The potential amount of energy from all that waste is comparable to what comes from the Alaska pipeline, according to Schwartz, “so it’s not small.”

He adds: “We would like to capture that carbon and use it for something valuable to society. There is so much of this waste wood, if we can do something creative with it, it can have a real impact.”

Schwartz and his students have invented a heat-resistant laminate “blanket” that wraps around a burning slash pile like a kiln. The material is impermeable to air and punctuated with adjustable vents that control air flow, much like the air holes in a typical barbecue. Closing off the vents causes the fire to smolder, rather than burn, creating a chemical process called pyrolysis that turns the wood scraps into charcoal, called biochar.

Biochar results when wood or other plant materials are heated in an oxygen-deprived environment, which cooks off all the water and other volatile materials without turning it into ash, as normally occurs with an oxygen-fueled fire. Instead of ash, what’s left is biochar.

“People have been making charcoal for thousands of years,” Schwartz says. “It’s an ancient technology. This is a high productivity, low smoke way of making charcoal.”

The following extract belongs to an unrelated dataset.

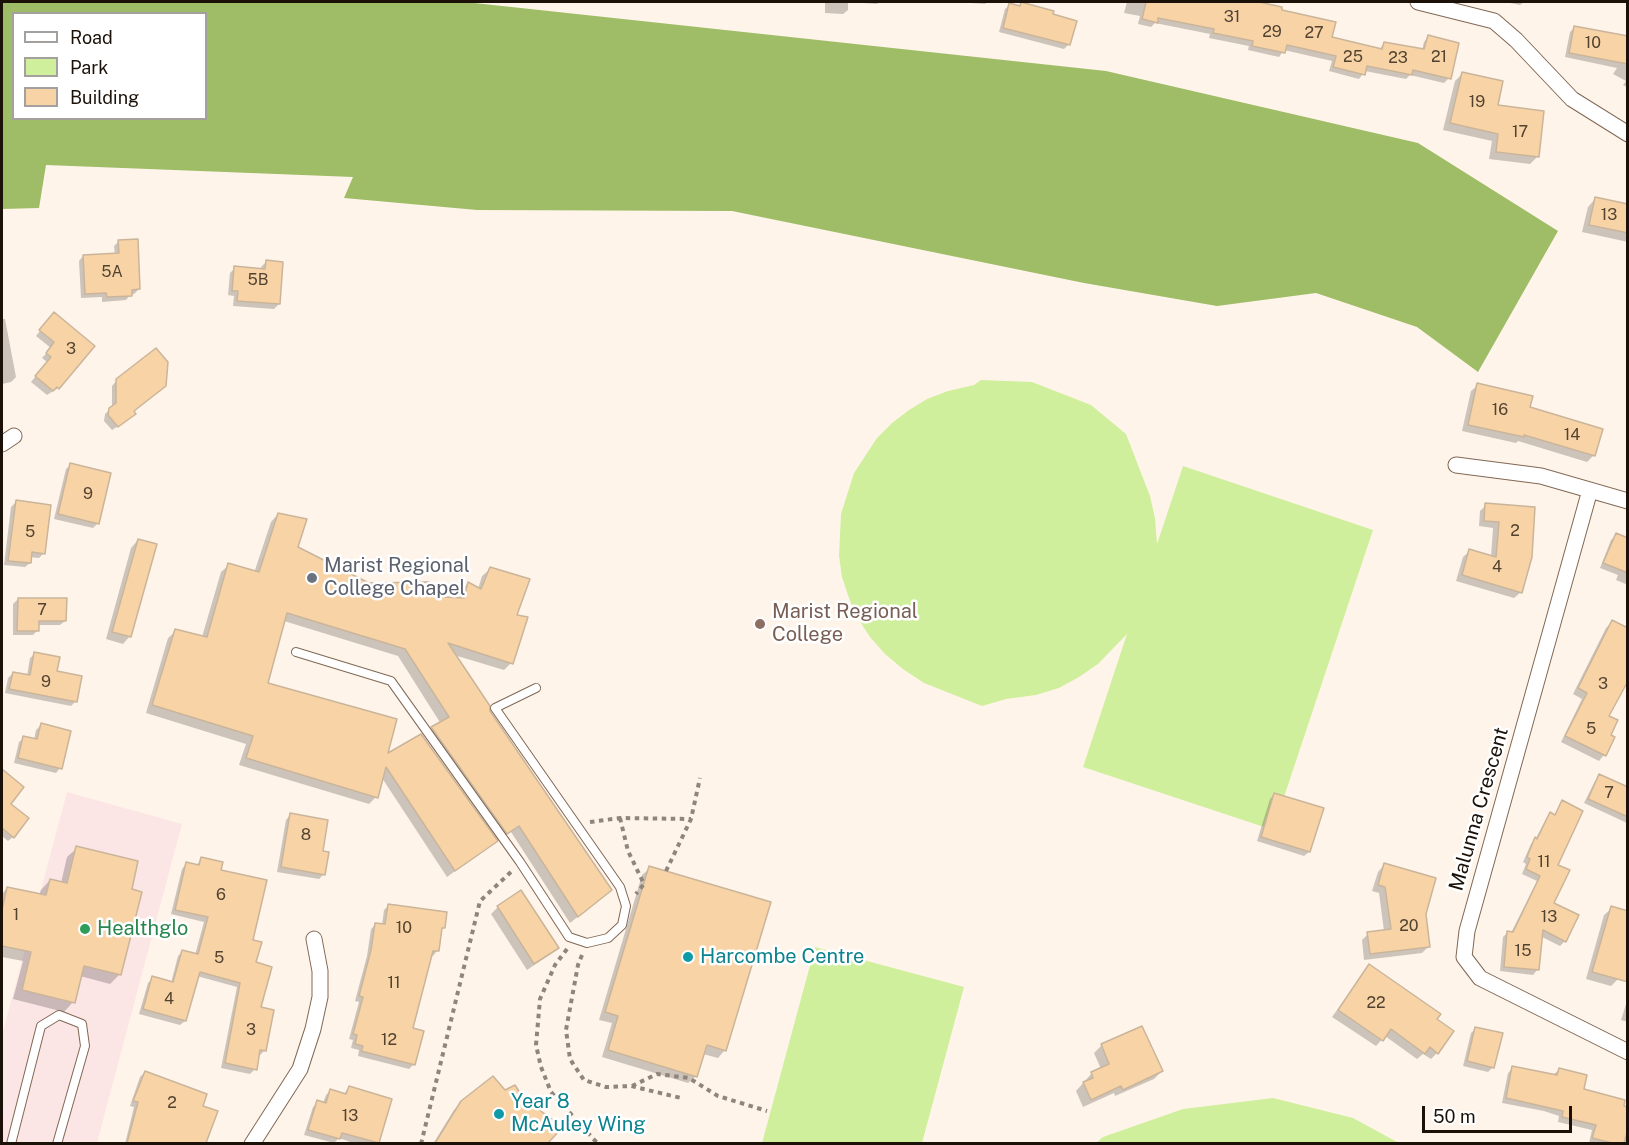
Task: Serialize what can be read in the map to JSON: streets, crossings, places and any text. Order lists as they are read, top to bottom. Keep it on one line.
{"streets":{"street":["Malunna Crescent"]},"places":["Marist Regional College Chapel","Marist Regional College","Healthglo","Harcombe Centre","Year 8 McAuley Wing"],"house_numbers":["31","29","27","10","25","21","23","19","17","13","5A","5B","3","16","14","9","2","5","4","7","9","3","5","7","8","11","6","1","13","20","10","15","5","11","4","22","3","12","2","13"],"legend":["Road","Park","Building"],"scale_bar":"50 m"}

Making charcoal itself can be controversial because smoldering piles make lots of smoke, which can contribute to global warming as much or more than CO2 from a clean burn. The technology involved in using the blankets, however, actually reduces smoke.

Also, “we use the words ‘waste wood’ often because charcoal production in the Amazon causes significant deforestation,” Schwartz says. “People remove trees solely for making charcoal, deforesting the rain forest and producing gobs of bad smoke. Deforestation is a bad thing, whereas ecologically dealing with existing waste and improving soil is a good thing. I think we do a good job on this.”

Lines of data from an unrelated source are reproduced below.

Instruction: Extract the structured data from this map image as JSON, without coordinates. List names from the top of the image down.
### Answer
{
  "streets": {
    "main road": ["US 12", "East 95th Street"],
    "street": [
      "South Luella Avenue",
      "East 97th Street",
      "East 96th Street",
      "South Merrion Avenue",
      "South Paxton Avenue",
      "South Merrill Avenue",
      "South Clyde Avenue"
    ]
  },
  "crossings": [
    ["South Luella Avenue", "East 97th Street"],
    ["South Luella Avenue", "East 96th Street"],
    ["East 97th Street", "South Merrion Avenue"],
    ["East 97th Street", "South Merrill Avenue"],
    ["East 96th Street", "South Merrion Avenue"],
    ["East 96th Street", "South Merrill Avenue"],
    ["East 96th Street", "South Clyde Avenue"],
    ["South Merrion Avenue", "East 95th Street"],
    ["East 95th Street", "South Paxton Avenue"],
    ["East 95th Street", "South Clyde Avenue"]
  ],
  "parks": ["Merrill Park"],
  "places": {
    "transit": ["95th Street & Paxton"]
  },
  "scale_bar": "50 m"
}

The blanket panels fit in the back of a pickup truck, making them easy to transport, and they are inexpensive to operate and make. “It’s a laminated blanket that has a thin layer of metal foil that blocks oxygen, and a thin layer of insulation material that holds heat in, and a couple of layers of mesh around it, so it’s tough enough to pull over a bunch of slash,” he says.

Biochar, like coal, can be burned for energy. But coal is cheap, so it would be difficult for biochar to be competitive “unless society is willing to pay a premium for green coal,” Schwartz says.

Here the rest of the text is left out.